State how many lines in the entries below contain "dots". Write nothing but the number.

═══ Data shown ═══

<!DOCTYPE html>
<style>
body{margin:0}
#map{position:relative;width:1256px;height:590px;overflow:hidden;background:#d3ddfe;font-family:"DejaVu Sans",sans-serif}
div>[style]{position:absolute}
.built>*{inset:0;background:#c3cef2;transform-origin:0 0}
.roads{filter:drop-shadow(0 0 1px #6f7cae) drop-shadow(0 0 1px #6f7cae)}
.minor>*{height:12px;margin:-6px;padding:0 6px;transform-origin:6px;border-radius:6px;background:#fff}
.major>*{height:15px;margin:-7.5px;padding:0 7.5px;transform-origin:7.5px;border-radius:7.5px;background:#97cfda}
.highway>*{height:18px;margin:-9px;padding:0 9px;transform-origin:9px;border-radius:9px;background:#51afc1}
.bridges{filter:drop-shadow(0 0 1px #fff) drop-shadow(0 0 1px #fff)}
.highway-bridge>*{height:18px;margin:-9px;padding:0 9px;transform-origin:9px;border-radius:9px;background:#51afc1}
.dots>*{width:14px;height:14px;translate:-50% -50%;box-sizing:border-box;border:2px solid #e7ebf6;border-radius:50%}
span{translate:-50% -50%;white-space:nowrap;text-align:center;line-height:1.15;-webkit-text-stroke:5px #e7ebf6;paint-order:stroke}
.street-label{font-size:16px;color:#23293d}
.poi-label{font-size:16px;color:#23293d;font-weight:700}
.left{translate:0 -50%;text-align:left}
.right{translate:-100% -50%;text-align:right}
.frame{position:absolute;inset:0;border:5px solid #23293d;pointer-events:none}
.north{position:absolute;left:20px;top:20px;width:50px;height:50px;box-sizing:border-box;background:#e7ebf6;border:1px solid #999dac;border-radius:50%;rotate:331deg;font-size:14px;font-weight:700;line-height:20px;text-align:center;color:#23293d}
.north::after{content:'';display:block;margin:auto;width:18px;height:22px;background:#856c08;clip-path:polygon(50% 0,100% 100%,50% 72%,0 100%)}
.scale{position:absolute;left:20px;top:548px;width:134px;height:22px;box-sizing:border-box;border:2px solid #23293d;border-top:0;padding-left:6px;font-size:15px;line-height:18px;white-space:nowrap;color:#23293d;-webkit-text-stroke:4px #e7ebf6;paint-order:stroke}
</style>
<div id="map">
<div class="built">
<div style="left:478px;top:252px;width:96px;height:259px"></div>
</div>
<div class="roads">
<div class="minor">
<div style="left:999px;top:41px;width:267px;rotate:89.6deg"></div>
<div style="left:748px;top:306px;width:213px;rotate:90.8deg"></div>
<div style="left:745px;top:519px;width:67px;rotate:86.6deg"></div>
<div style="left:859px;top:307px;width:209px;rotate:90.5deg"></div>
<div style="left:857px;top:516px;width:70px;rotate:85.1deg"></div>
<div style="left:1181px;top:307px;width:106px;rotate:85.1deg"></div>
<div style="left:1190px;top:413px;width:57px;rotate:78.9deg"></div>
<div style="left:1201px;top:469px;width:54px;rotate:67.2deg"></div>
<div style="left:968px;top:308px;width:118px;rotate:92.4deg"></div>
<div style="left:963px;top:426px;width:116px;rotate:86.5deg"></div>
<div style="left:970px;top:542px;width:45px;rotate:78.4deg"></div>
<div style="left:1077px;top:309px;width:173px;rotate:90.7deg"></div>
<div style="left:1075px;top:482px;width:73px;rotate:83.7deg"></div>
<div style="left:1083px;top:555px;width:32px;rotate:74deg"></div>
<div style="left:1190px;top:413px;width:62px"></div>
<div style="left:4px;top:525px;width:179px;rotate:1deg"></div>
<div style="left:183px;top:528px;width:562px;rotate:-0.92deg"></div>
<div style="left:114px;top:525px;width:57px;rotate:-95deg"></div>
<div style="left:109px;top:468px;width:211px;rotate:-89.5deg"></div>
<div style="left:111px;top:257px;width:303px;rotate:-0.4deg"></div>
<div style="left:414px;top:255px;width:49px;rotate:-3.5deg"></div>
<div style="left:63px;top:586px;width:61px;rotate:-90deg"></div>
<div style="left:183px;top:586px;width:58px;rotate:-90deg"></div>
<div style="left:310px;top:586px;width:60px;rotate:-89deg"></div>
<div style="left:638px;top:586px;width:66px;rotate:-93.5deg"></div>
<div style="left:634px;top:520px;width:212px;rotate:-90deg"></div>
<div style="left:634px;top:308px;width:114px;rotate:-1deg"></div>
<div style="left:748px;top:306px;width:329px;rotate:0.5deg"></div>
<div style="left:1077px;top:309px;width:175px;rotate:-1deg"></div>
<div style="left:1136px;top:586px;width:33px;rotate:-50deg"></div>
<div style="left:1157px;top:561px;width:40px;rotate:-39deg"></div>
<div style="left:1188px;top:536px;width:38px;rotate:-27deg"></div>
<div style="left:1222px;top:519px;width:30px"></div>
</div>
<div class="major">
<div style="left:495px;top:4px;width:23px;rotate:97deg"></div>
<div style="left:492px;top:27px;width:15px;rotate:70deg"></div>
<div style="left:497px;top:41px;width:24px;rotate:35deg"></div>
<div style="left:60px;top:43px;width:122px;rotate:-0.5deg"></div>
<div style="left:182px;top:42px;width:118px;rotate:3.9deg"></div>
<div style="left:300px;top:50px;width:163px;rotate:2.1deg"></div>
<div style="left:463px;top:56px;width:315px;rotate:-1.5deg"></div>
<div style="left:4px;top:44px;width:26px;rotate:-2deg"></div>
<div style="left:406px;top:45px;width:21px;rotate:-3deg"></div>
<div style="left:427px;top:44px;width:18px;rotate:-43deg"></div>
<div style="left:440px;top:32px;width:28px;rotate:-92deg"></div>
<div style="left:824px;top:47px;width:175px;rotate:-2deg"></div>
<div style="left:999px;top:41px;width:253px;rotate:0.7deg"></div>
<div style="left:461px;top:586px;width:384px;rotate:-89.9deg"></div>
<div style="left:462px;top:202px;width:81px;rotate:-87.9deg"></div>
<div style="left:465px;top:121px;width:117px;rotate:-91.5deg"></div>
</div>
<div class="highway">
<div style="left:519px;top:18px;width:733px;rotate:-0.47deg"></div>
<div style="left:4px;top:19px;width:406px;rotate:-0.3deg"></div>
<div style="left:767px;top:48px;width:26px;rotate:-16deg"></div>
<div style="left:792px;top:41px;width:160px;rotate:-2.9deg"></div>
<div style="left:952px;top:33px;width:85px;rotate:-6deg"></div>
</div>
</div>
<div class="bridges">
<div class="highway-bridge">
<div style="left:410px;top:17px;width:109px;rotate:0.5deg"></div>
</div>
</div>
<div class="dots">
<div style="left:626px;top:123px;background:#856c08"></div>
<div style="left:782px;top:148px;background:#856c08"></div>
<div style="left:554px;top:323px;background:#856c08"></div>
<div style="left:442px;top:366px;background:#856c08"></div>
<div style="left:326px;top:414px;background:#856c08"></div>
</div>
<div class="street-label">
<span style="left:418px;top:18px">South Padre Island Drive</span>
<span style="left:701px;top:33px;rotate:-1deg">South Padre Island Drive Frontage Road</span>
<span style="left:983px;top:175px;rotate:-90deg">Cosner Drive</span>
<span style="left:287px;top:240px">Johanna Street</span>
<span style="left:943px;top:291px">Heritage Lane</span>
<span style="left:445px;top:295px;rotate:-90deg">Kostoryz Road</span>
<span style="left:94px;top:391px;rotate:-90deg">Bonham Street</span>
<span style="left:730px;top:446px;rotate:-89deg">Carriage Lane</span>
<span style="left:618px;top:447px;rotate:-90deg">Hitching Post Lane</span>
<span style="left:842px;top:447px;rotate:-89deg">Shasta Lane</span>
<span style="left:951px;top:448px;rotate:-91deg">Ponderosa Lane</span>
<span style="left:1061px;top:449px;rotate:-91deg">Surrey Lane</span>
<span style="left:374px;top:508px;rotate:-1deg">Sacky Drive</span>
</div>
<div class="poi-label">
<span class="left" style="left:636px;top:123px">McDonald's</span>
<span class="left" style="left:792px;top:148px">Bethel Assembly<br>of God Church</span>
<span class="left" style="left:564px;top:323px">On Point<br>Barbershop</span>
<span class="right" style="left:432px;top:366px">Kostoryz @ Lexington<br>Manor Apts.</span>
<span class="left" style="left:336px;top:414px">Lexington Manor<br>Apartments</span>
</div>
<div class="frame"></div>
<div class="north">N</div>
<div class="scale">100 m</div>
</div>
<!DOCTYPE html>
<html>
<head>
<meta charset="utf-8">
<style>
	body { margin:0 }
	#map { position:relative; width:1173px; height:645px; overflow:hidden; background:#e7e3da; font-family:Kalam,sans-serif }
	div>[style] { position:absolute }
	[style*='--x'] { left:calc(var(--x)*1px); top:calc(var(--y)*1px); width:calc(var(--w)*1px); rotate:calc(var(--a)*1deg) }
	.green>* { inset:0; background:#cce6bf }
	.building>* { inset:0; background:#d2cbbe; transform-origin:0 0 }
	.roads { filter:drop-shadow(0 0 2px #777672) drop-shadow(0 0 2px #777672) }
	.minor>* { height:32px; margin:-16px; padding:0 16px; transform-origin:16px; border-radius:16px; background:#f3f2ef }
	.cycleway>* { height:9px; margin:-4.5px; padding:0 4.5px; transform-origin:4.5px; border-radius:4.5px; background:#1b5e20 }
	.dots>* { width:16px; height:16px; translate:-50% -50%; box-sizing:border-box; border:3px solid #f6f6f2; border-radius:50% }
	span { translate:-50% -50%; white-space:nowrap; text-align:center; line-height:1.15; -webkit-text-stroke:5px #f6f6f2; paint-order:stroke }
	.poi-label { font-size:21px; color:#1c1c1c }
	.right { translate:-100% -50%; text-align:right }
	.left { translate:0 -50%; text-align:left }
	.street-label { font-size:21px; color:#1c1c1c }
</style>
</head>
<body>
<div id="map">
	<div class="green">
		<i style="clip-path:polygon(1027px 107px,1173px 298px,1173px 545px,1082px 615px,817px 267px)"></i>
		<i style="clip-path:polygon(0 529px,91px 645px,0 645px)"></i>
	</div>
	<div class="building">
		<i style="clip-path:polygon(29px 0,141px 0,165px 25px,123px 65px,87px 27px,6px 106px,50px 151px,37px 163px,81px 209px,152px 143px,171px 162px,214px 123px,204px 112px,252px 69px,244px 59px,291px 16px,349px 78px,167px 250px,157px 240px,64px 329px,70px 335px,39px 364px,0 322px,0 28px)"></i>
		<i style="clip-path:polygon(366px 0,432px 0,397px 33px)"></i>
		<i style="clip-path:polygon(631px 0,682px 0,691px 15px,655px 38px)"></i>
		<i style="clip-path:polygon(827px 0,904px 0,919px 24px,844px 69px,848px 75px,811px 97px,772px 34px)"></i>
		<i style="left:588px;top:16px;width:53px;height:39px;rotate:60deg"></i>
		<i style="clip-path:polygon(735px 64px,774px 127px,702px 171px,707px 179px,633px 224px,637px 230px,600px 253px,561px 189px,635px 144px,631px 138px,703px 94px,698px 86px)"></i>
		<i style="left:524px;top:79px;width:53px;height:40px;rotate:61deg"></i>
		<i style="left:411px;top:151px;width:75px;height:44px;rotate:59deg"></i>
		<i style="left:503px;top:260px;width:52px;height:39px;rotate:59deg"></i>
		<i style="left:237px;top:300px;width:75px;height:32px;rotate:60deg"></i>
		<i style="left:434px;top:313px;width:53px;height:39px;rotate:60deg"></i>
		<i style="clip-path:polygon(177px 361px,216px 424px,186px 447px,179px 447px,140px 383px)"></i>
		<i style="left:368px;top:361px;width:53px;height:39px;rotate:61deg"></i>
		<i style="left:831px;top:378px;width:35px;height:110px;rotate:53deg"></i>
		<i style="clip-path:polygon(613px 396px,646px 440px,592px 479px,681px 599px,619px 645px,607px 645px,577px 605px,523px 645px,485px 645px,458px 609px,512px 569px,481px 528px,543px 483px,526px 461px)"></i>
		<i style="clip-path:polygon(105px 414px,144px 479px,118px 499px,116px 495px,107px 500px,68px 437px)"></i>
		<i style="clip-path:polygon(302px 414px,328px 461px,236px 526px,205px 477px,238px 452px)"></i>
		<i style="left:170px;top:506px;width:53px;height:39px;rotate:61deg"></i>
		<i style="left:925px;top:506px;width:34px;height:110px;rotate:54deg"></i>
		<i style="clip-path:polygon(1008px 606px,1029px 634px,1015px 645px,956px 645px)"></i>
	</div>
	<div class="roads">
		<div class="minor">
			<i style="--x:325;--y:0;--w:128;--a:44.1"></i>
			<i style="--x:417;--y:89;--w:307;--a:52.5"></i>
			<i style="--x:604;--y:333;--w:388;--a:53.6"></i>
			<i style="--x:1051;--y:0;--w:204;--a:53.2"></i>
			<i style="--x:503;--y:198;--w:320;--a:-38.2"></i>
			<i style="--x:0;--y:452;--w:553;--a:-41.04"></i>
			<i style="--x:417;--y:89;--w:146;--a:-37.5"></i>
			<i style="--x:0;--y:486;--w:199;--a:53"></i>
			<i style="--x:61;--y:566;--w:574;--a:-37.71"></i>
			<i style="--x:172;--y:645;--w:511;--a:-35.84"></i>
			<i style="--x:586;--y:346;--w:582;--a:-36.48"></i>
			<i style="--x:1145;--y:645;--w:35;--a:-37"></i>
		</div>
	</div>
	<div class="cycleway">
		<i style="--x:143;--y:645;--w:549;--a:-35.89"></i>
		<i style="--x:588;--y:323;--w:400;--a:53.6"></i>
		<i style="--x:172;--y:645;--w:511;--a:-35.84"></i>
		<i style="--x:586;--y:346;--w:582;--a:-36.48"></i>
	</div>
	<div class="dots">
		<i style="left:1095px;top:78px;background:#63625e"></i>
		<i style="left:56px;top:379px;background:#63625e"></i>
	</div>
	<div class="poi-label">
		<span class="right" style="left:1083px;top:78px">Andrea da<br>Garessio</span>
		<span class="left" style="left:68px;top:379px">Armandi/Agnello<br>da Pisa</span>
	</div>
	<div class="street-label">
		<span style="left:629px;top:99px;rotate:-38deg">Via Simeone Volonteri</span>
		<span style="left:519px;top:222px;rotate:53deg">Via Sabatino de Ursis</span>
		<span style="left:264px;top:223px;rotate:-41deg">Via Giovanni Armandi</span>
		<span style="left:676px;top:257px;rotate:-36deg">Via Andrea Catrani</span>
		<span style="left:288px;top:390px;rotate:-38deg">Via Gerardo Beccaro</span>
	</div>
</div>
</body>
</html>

═══

* [Solution to the exercise]
4